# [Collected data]
********
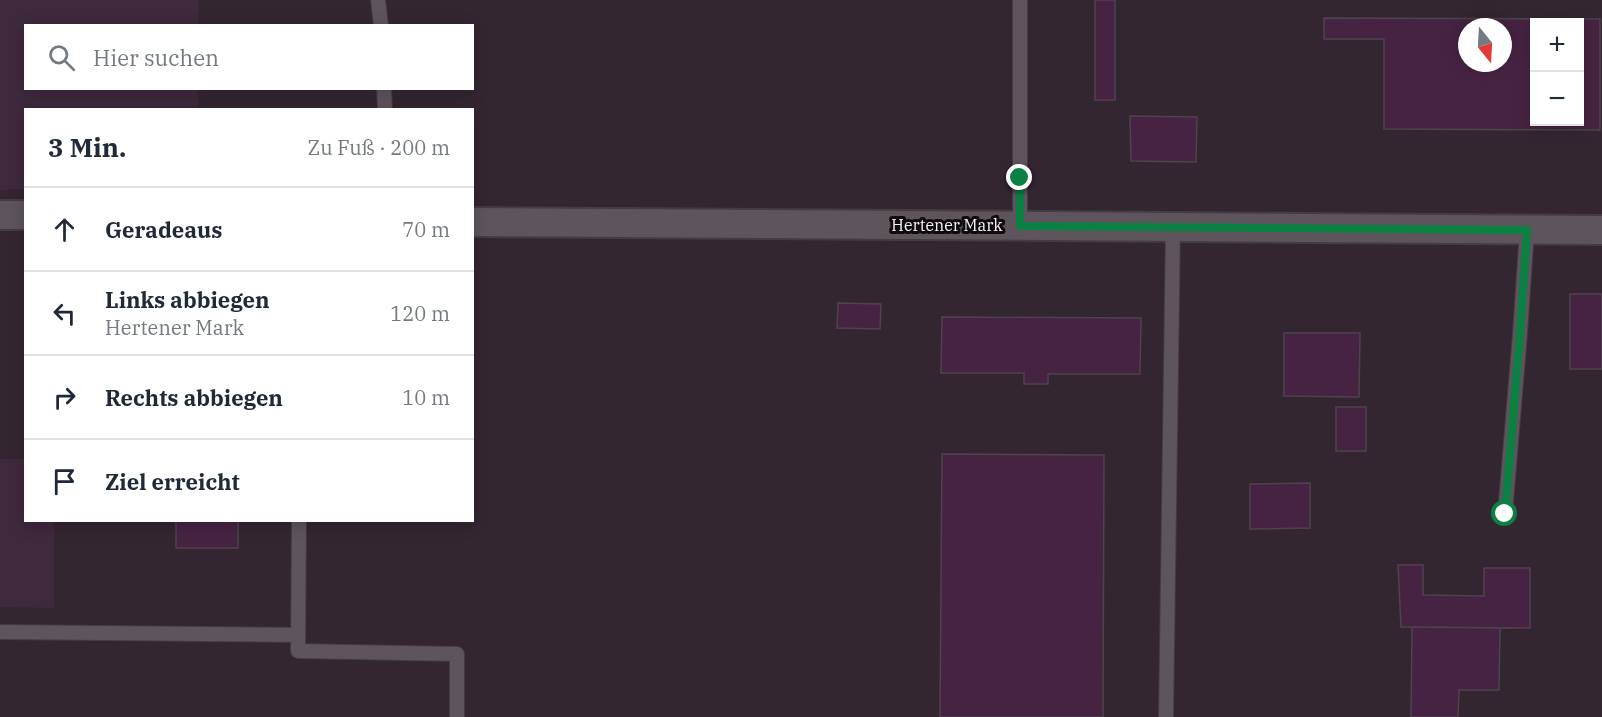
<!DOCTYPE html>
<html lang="de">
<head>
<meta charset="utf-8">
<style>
  body { margin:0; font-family:"IBM Plex Serif",serif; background:#f2f2f3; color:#1f2937 }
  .controls { position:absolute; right:18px; top:18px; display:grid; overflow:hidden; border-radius:0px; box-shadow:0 3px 15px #0003 }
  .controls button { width:54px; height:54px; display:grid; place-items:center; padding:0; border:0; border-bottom:2px solid #e0e1e3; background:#fff; color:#1f2937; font:30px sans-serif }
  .compass { position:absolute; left:1458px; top:18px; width:54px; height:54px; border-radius:50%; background:#fff; box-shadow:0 3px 15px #0003; rotate:162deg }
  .stop { position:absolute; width:18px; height:18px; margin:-14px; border:4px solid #0b8043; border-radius:50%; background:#fff }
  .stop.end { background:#0b8043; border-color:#fff; box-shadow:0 2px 6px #0008 }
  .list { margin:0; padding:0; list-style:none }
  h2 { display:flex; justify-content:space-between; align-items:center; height:78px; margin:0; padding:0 24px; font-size:26px }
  h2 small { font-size:20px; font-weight:400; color:#747a83 }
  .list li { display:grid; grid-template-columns:39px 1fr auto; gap:18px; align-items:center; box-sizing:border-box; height:84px; padding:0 24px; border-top:2px solid #e0e1e3 }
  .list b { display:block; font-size:22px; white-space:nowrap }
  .list p { margin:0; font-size:20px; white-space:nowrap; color:#747a83 }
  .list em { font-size:20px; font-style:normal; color:#747a83 }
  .icon { flex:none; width:33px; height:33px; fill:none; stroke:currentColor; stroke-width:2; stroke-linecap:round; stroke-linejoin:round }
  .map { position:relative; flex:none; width:1602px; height:717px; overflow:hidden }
  .search { position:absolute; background:#fff; box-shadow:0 3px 15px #0003; left:24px; top:24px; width:450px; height:66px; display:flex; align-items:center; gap:15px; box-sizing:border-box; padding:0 21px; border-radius:0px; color:#747a83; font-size:22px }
  .panel { position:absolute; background:#fff; box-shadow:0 3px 15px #0003; left:24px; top:108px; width:450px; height:414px; border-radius:0px }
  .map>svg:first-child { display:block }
  .built { fill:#332631; fill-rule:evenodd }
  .green { fill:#3f293c }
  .building { fill:#462342; stroke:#4e444c; stroke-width:1.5; fill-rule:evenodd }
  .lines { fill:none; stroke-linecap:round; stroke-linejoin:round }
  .lane-casing { stroke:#433c42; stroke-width:16 }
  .street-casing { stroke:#433c42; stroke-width:32 }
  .lane { stroke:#5e545c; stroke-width:14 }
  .street { stroke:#5e545c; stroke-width:28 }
  .route { stroke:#0b8043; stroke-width:8 }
  .labels { text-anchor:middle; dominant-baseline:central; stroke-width:6; stroke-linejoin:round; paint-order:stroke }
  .street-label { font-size:16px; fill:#f8f2f7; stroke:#0e0a0d }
</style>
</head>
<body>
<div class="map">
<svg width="1602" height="717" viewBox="0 0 1602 717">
  <rect width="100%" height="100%" fill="#271f26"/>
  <path class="built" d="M0 0H1602V717H0ZM1534 22H1580V122H1534ZM26 26H472V88H26ZM1467 27H1503V63H1467ZM26 110H472V520H26Z"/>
  <path class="green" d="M0 0H199L198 25 26 26V88L198 89V109L26 110 25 189H10L0 191Z
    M0 459H25L26 520 54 521V608L0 607Z"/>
  <path class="building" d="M1095 0H1115V100H1095Z
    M1324 18 1600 19V130L1384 129V39H1324ZM1534 22H1580V122H1534ZM1467 27H1503V63H1467Z
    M1130 116 1197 117 1196 162 1131 161Z
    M1570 294H1602V369H1570Z
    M838 303 881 304 880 329 837 328Z
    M942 317 1141 318 1140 374H1048V384H1024V373H941Z
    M1284 333H1360L1359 397 1284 396Z
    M1336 407H1366V451H1336Z
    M942 454 1104 455 1103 717H940Z
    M1310 483V528L1250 529V484Z
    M176 520H238V548H176Z
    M1398 565H1423V595L1484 596V568H1530V628L1401 627Z
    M1412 627 1500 628 1499 690H1459L1458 717H1411Z"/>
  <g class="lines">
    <defs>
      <path id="lane" d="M378 0 381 26
        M384 88 385 110
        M1020 226V0
        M1505 514 1520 334 1527 230
        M299 520 298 651 457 654V717
        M0 632 298 635
        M1166 717 1173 227"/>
      <path id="street" d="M0 215H26
        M472 222 1602 230"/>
    </defs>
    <use href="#lane" class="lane-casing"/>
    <use href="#street" class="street-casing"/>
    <use href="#lane" class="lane"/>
    <use href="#street" class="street"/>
  </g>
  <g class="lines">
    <path class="route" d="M1020 178V226L1527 230 1520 334 1505 514"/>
  </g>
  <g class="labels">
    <g class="street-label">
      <text x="947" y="225">Hertener Mark</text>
    </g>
  </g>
</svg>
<div class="controls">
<button>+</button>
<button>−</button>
</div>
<svg class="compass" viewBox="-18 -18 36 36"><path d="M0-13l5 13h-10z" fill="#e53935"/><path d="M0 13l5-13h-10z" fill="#747a83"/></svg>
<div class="stop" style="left:1505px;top:514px"></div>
<div class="stop end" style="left:1020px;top:178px"></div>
<div class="search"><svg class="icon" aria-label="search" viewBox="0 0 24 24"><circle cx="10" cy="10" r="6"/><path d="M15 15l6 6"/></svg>Hier suchen</div>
<section class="panel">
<h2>3 Min.<small>Zu Fuß · 200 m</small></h2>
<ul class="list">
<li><svg class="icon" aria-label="ahead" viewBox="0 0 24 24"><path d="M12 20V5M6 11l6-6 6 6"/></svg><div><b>Geradeaus</b></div><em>70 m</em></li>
<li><svg class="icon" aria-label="left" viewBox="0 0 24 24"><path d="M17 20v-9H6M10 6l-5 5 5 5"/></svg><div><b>Links abbiegen</b><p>Hertener Mark</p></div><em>120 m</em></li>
<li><svg class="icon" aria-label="right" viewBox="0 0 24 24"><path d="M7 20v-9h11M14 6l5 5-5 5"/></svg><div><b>Rechts abbiegen</b></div><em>10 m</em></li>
<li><svg class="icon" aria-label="arrive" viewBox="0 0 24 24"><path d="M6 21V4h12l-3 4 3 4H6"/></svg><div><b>Ziel erreicht</b></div></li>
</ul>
</section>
</div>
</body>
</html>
********
# [What the exercise asks]
From the data above, copy every line where "white" appears.

# [Finished exercise]
  .list b { display:block; font-size:22px; white-space:nowrap }
  .list p { margin:0; font-size:20px; white-space:nowrap; color:#747a83 }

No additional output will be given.